By analyzing existing cross correlation between Titan Machinery and GigaMedia, you can compare the effects of market volatilities on Titan Machinery and GigaMedia and check how they will diversify away market risk if combined in the same portfolio for a given time horizon. You can also utilize pair trading strategies of matching a long position in Titan Machinery with a short position of GigaMedia. Check out your portfolio center. Please also check ongoing floating volatility patterns of Titan Machinery and GigaMedia.

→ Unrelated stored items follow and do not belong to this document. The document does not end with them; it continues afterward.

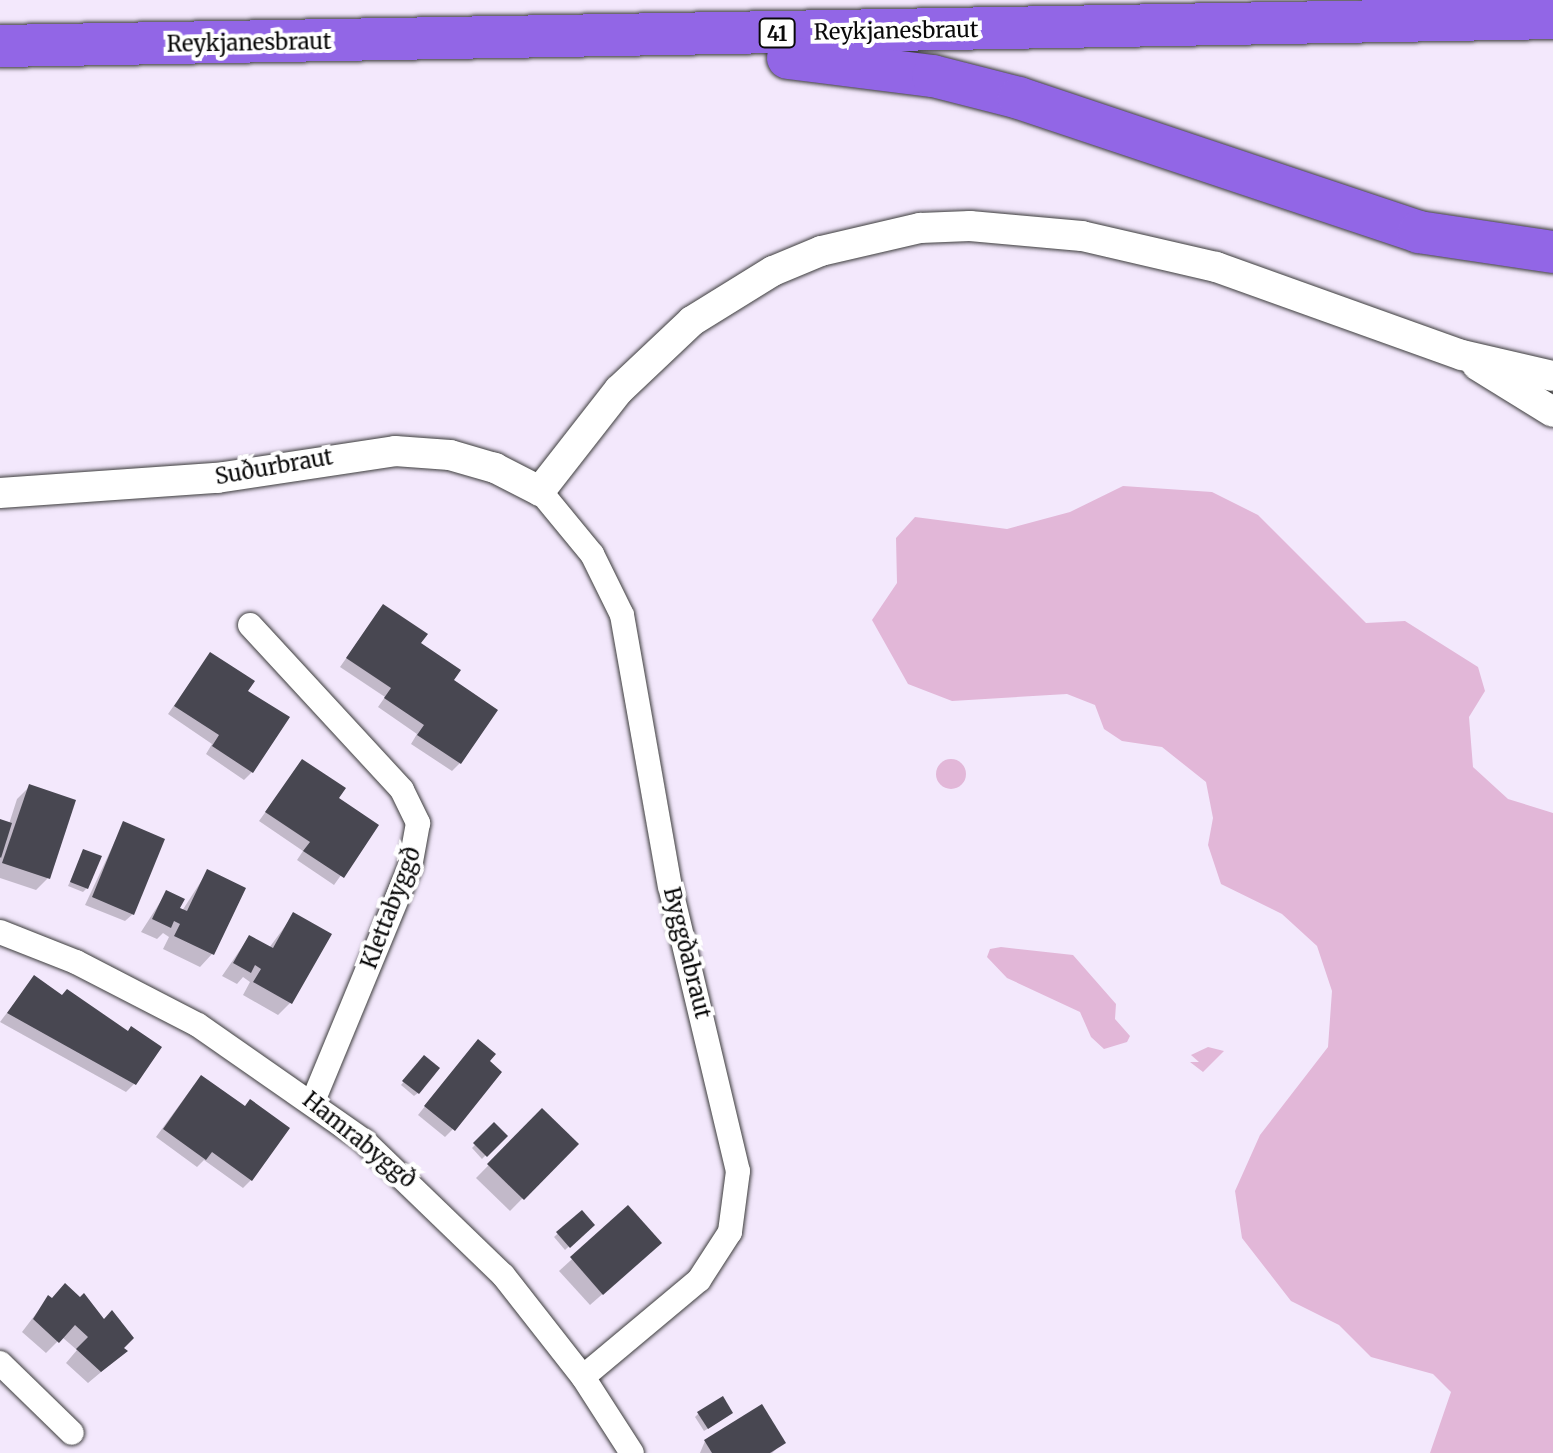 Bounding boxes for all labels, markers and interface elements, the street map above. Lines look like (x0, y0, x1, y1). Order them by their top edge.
street label: Reykjanesbraut (813, 16, 979, 46)
road number: 41 (757, 17, 797, 49)
street label: Reykjanesbraut (166, 28, 332, 58)
street label: Suðurbraut (213, 444, 335, 490)
street label: Klettabyggð (356, 843, 426, 973)
street label: Byggðabraut (658, 884, 716, 1022)
street label: Hamrabyggð (297, 1087, 421, 1193) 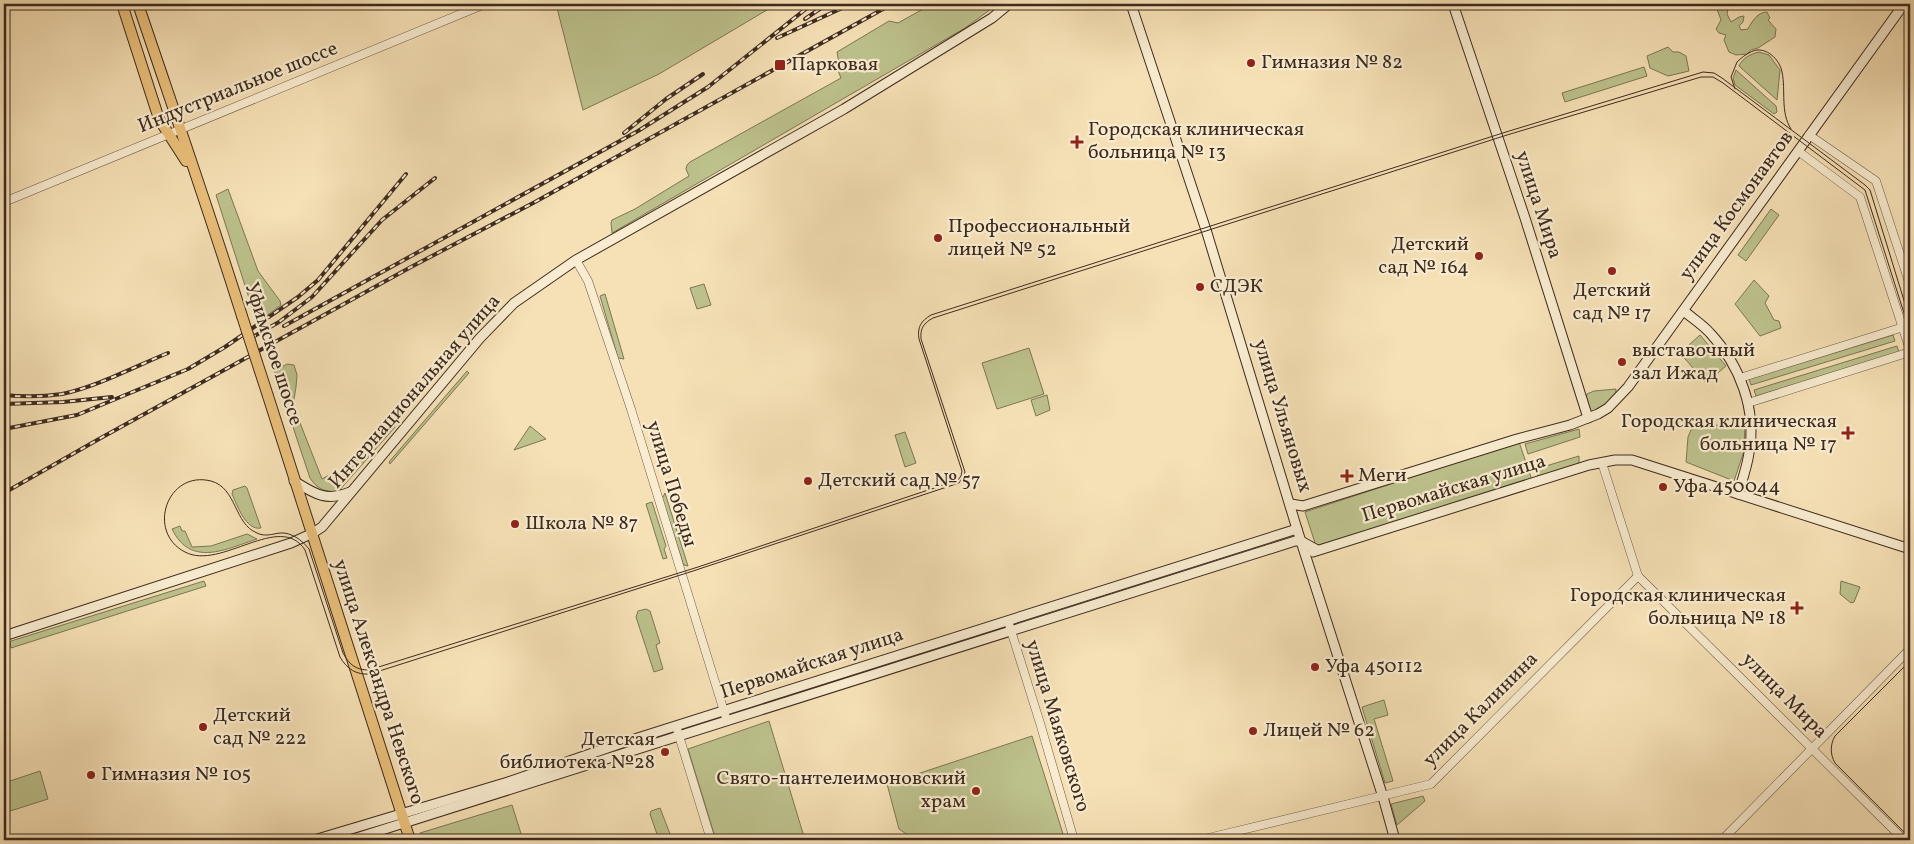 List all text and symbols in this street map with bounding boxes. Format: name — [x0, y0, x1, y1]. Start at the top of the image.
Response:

Diversification Opportunities for Titan Machinery and GigaMedia
0.79 | Correlation Coefficient |
Poor diversification
The 3 months correlation between Titan and GigaMedia is 0.79. Overlapping area represents the amount of risk that can be diversified away by holding Titan Machinery and GigaMedia in the same portfolio, assuming nothing else is changed. The correlation between historical prices or returns on GigaMedia and Titan Machinery is a relative statistical measure of the degree to which these equity instruments tend to move together. The correlation coefficient measures the extent to which returns on Titan Machinery are associated (or correlated) with GigaMedia. Values of the correlation coefficient range from -1 to +1, where. The correlation of zero (0) is possible when the price movement of GigaMedia has no effect on the direction of Titan Machinery i.e., Titan Machinery and GigaMedia go up and down completely randomly.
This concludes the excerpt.